For this exercise, output exactly the lines from the opening line of the listing through the line with "0 #604c32) drop-shadow(-1px", skipping pictures.

### Material for the task
================

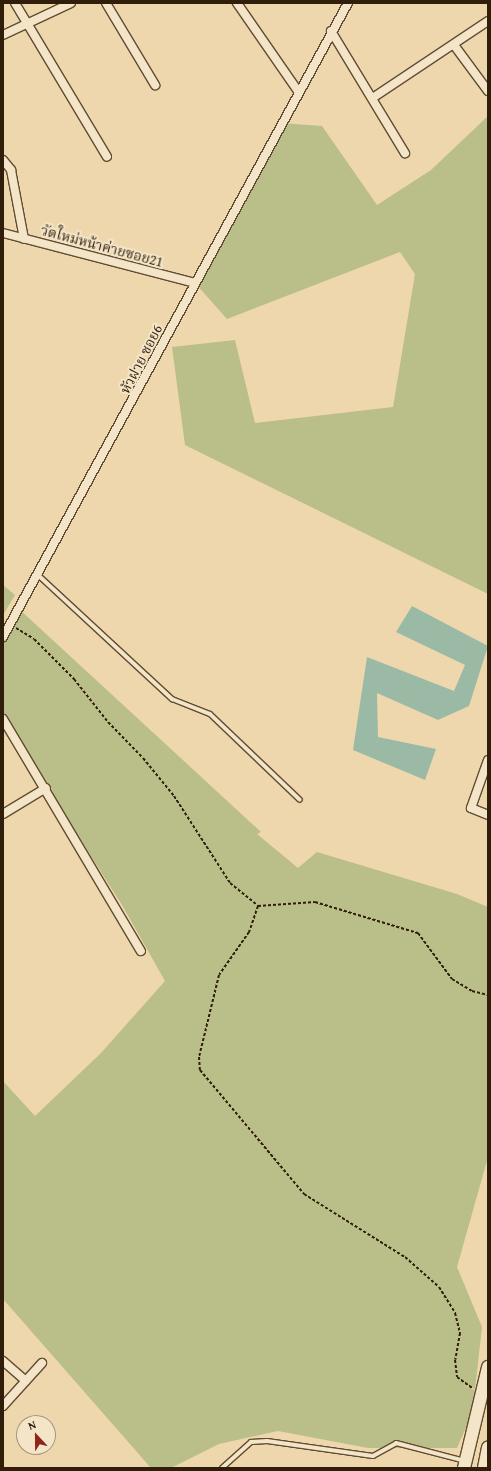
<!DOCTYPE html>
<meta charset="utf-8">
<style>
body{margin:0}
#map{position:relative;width:491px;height:1471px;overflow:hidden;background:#eed7ac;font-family:"Gentium Book Plus","Noto Serif Thai",serif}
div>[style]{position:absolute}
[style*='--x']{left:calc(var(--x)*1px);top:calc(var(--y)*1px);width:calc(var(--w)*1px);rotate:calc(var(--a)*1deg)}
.green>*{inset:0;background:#babe88}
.water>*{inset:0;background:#9abaa6}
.path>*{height:2px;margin-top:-1px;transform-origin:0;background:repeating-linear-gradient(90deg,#301e0a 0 3px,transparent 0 5px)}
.roads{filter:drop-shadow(1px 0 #604c32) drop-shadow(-1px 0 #604c32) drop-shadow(0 1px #604c32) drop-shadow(0 -1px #604c32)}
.lane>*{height:4px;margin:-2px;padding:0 2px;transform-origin:2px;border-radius:2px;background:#f4e5c9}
.street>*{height:8px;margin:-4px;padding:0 4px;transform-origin:4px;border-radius:4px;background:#f4e5c9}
.secondary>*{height:12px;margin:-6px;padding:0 6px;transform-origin:6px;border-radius:6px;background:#f4e5c9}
span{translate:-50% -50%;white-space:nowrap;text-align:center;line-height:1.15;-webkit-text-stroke:4px #f4e5c9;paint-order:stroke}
.street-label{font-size:14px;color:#301e0a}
.frame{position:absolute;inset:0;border:4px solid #301e0a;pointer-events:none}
.north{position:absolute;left:16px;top:1415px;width:40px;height:40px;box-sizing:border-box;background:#f4e5c9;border:1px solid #a6957d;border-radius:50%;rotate:338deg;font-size:11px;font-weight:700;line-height:16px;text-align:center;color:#301e0a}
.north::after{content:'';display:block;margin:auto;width:14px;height:18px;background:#8f2418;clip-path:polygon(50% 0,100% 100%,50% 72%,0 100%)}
</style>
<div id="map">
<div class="green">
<div style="clip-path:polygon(488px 116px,488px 594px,185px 445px,172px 347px,235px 340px,255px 423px,393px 407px,415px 274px,400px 252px,227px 319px,195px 283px,280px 123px,322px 126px,377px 205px,431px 170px)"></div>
<div style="clip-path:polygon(3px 585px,15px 595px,3px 615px)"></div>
<div style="clip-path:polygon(19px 609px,261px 832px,257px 834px,298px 868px,317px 852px,457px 894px,488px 907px,488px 1157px,457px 1267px,482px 1327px,475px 1389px,461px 1384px,481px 1393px,457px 1448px,368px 1448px,278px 1431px,219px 1444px,171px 1468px,151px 1468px,3px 1299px,3px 1081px,35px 1116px,101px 1053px,165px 981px,122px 905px,3px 718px,3px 636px)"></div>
</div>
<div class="water">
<div style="clip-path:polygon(412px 606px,488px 646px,469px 706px,438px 720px,377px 693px,378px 737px,436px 749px,425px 780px,353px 750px,367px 657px,454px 691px,465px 665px,396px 632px)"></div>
</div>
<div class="path">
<div style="--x:16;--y:628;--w:21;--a:31"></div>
<div style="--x:34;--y:639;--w:57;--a:45"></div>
<div style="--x:74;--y:679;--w:55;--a:51.7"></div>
<div style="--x:108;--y:722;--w:50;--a:45.8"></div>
<div style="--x:143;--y:758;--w:49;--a:50.8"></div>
<div style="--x:174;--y:796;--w:103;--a:57.2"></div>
<div style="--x:230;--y:883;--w:36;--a:39"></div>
<div style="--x:258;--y:906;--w:57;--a:-4"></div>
<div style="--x:315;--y:902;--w:108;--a:16.8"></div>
<div style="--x:418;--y:933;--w:57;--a:53.5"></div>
<div style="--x:452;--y:979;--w:23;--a:31"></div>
<div style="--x:472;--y:991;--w:16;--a:14"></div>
<div style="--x:258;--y:906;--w:28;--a:109"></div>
<div style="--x:249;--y:932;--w:52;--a:124.9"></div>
<div style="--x:219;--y:975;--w:84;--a:103.7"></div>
<div style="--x:199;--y:1057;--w:13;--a:86"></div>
<div style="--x:200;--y:1070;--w:162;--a:50"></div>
<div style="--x:304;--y:1194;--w:119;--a:32"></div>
<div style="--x:405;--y:1257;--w:45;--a:41.4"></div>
<div style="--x:439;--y:1287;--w:31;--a:58"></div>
<div style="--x:455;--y:1313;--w:21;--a:76"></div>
<div style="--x:460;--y:1333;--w:27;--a:100"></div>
<div style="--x:455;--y:1360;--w:17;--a:83"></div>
<div style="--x:457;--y:1377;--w:19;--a:36"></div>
</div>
<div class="roads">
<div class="lane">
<div style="--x:38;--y:575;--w:183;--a:42.8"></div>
<div style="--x:172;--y:699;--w:41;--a:21.5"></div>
<div style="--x:210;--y:714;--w:124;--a:43.7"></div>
<div style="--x:222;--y:1468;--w:39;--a:-42"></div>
<div style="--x:251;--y:1442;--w:16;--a:-4"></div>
<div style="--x:267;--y:1441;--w:107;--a:8.1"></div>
<div style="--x:373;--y:1456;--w:26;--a:-29"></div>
<div style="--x:396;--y:1443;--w:71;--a:14.6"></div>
</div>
<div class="street">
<div style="--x:15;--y:3;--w:179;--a:59.1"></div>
<div style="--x:106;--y:3;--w:96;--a:59.1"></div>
<div style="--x:237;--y:3;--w:107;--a:55.3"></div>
<div style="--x:331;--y:31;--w:143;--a:58.8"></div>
<div style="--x:3;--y:35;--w:75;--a:-25.2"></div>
<div style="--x:454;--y:45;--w:57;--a:53.5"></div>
<div style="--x:374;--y:97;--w:137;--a:-33.7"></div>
<div style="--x:3;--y:160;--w:13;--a:51"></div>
<div style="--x:11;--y:170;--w:70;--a:79.3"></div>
<div style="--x:3;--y:233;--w:198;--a:14.6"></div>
<div style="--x:3;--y:637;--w:722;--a:-61.45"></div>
<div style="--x:3;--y:719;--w:270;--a:59.3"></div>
<div style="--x:488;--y:760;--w:51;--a:109.5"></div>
<div style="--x:471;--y:808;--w:18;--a:22"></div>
<div style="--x:3;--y:814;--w:50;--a:-31.2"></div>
<div style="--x:3;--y:1361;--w:30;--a:41"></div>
<div style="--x:3;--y:1406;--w:58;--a:-47.8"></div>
</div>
<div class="secondary">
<div style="--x:464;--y:1468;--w:104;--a:-76.6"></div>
<div style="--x:484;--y:1468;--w:21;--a:-79"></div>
</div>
</div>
<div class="street-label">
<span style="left:102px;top:246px;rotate:15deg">วัดใหม่หน้าค่ายซอย21</span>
<span style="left:141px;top:359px;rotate:-63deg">หัวฝาย ซอย6</span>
</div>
<div class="frame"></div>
<div class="north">N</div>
</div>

================

### The answer
<!DOCTYPE html>
<meta charset="utf-8">
<style>
body{margin:0}
#map{position:relative;width:491px;height:1471px;overflow:hidden;background:#eed7ac;font-family:"Gentium Book Plus","Noto Serif Thai",serif}
div>[style]{position:absolute}
[style*='--x']{left:calc(var(--x)*1px);top:calc(var(--y)*1px);width:calc(var(--w)*1px);rotate:calc(var(--a)*1deg)}
.green>*{inset:0;background:#babe88}
.water>*{inset:0;background:#9abaa6}
.path>*{height:2px;margin-top:-1px;transform-origin:0;background:repeating-linear-gradient(90deg,#301e0a 0 3px,transparent 0 5px)}
.roads{filter:drop-shadow(1px 0 #604c32) drop-shadow(-1px 0 #604c32) drop-shadow(0 1px #604c32) drop-shadow(0 -1px #604c32)}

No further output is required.